Norms and ideas spread to others. All the science of stripping out processed food and sugar, and improving your nutrition creates metabolic changes that can help YOU stick with it. It can become easier for your palate, your liver and muscles, and even your brain, to need and thrive on healthier, more balanced foods, making staying away from the bad stuff a self-reinforcing habit.
But perhaps bigger than those physical changes, are the habits you may develop that carry over to those around you, they go viral. Your influence is powerful, even if you aren’t aware of it!
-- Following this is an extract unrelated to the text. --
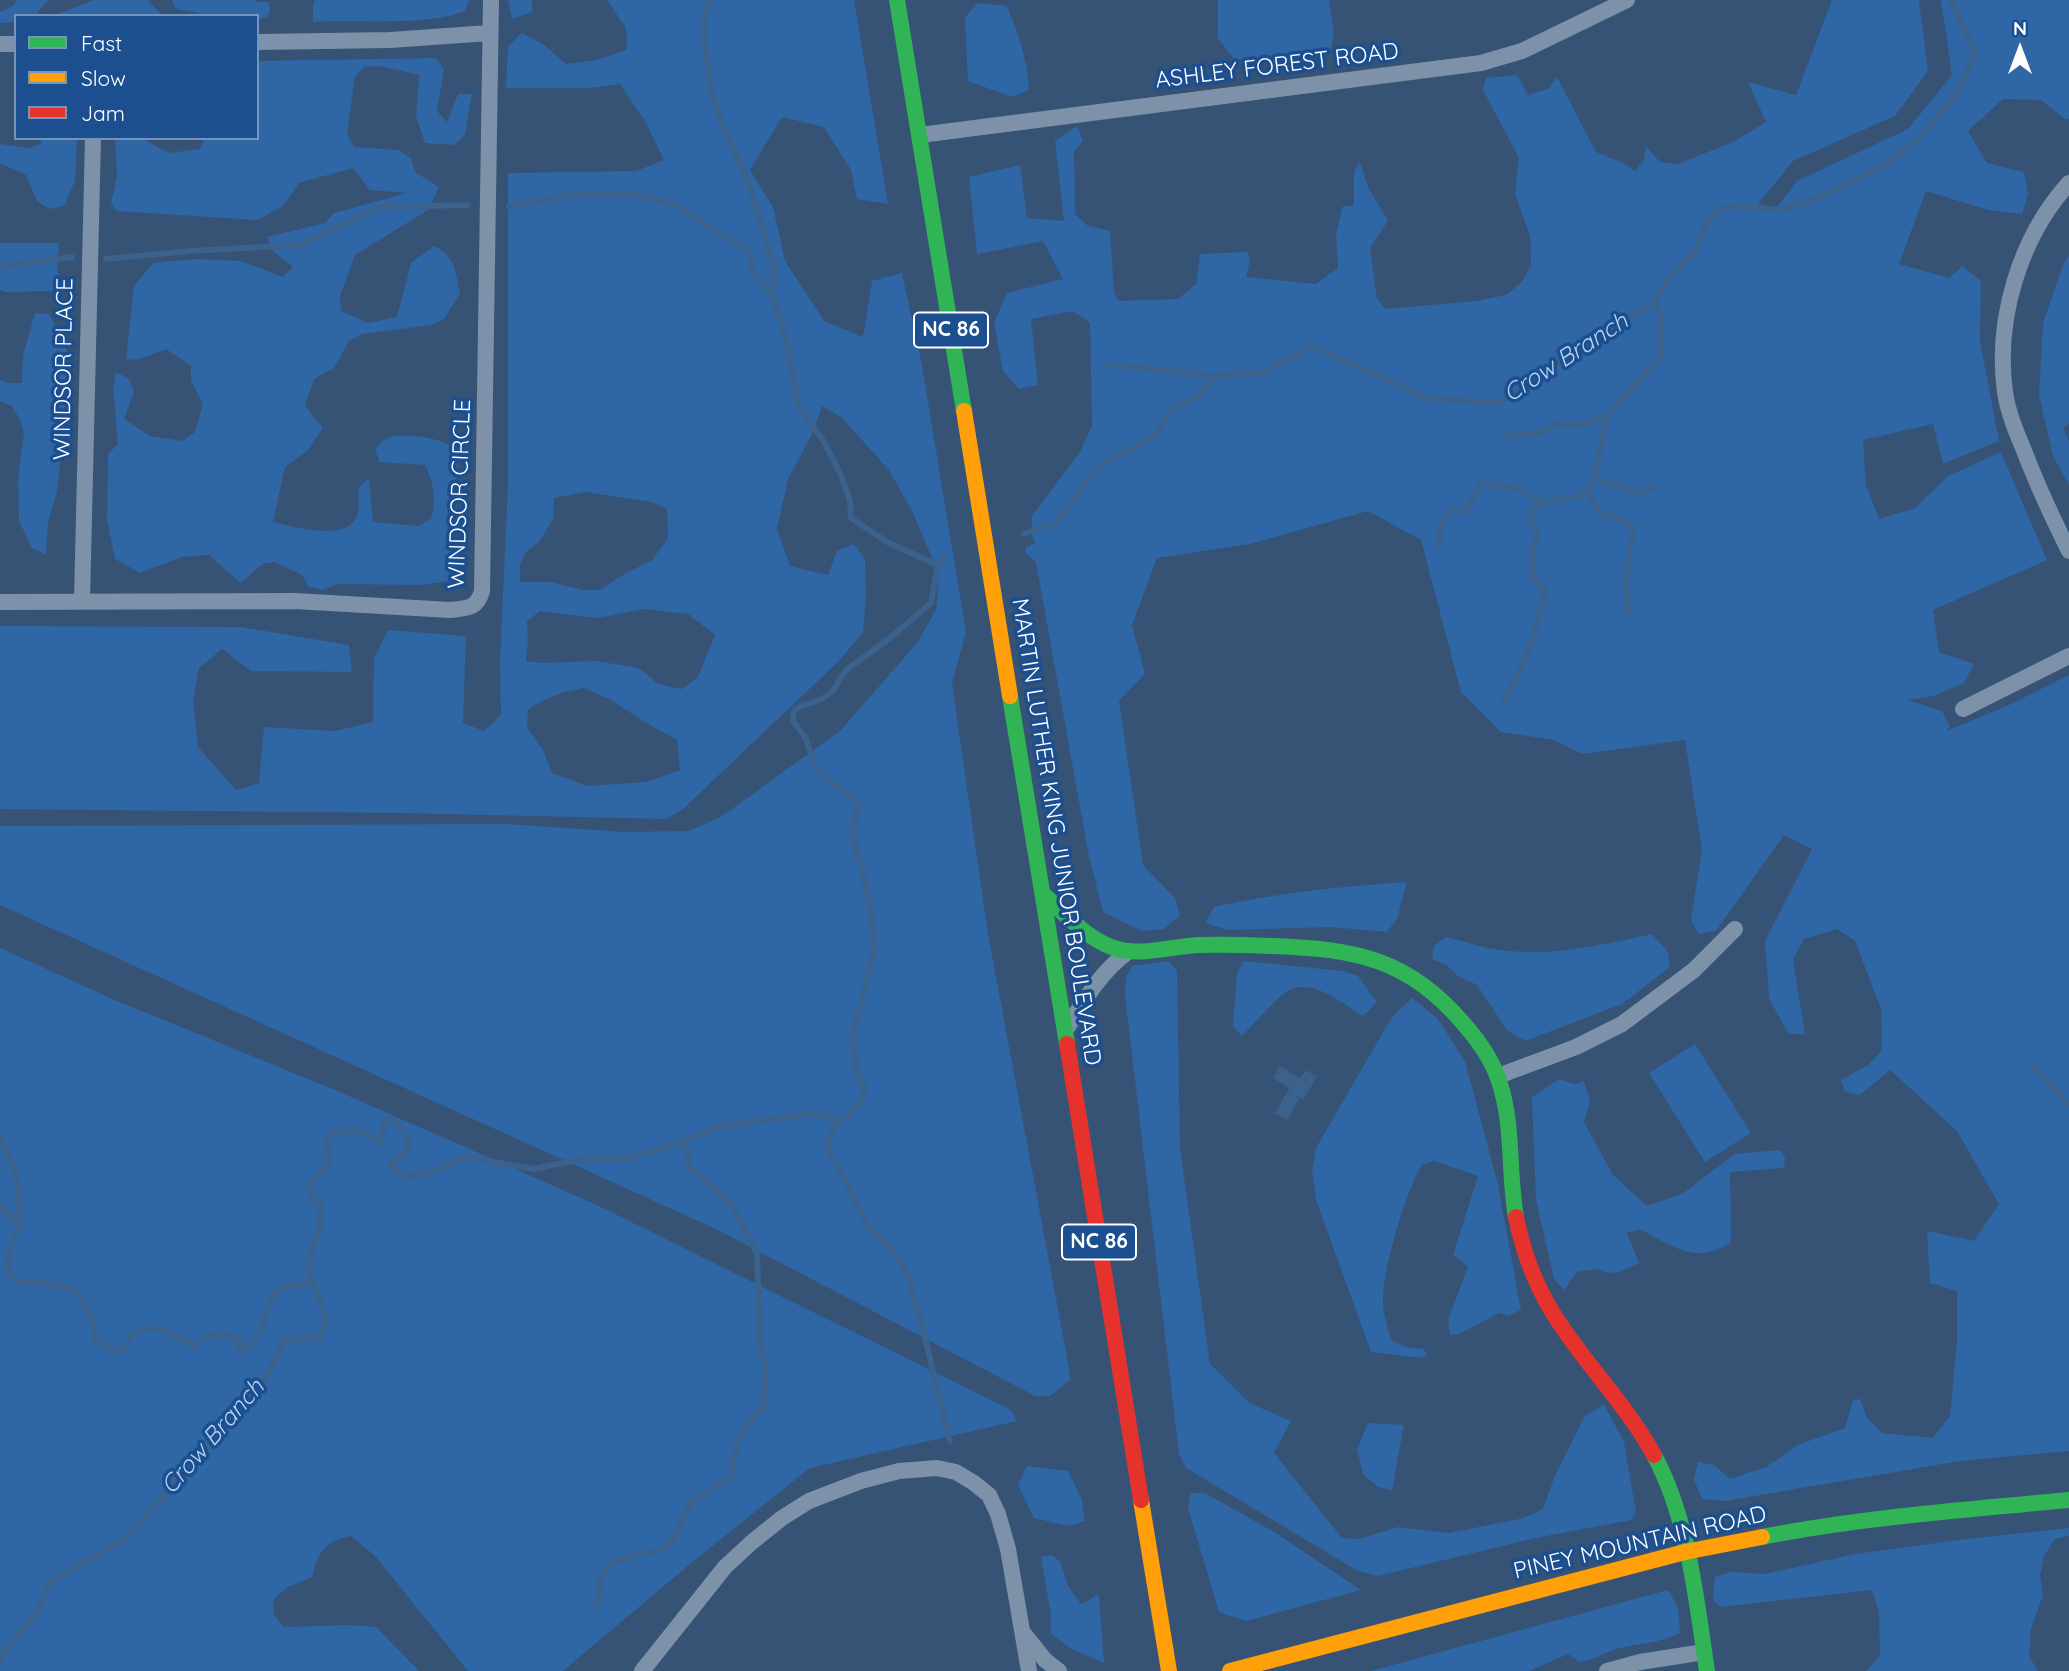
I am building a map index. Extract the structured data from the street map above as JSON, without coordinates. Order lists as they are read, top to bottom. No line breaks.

Science and the Social Network
We like this remarkable Ted Talk here (follow the image or link) from Nicholas Christakis, called The Hidden Influence of Social Networks, that illustrates some science behind the social network’s impact on our chances for great health and happiness, or our risk for obesity and depression.
What we know is the secret to nutritional success is not will power, but it’s your environment. If you've ever changed your environment to develop new habits like recording what you eat, creating a plan, grocery shopping, meal prepping, reading labels for sugar and artificial products, not buying those products, saying no to alcohol, exercising frequently, and even sharing recipes, ideas and successes with others in your own personal social network.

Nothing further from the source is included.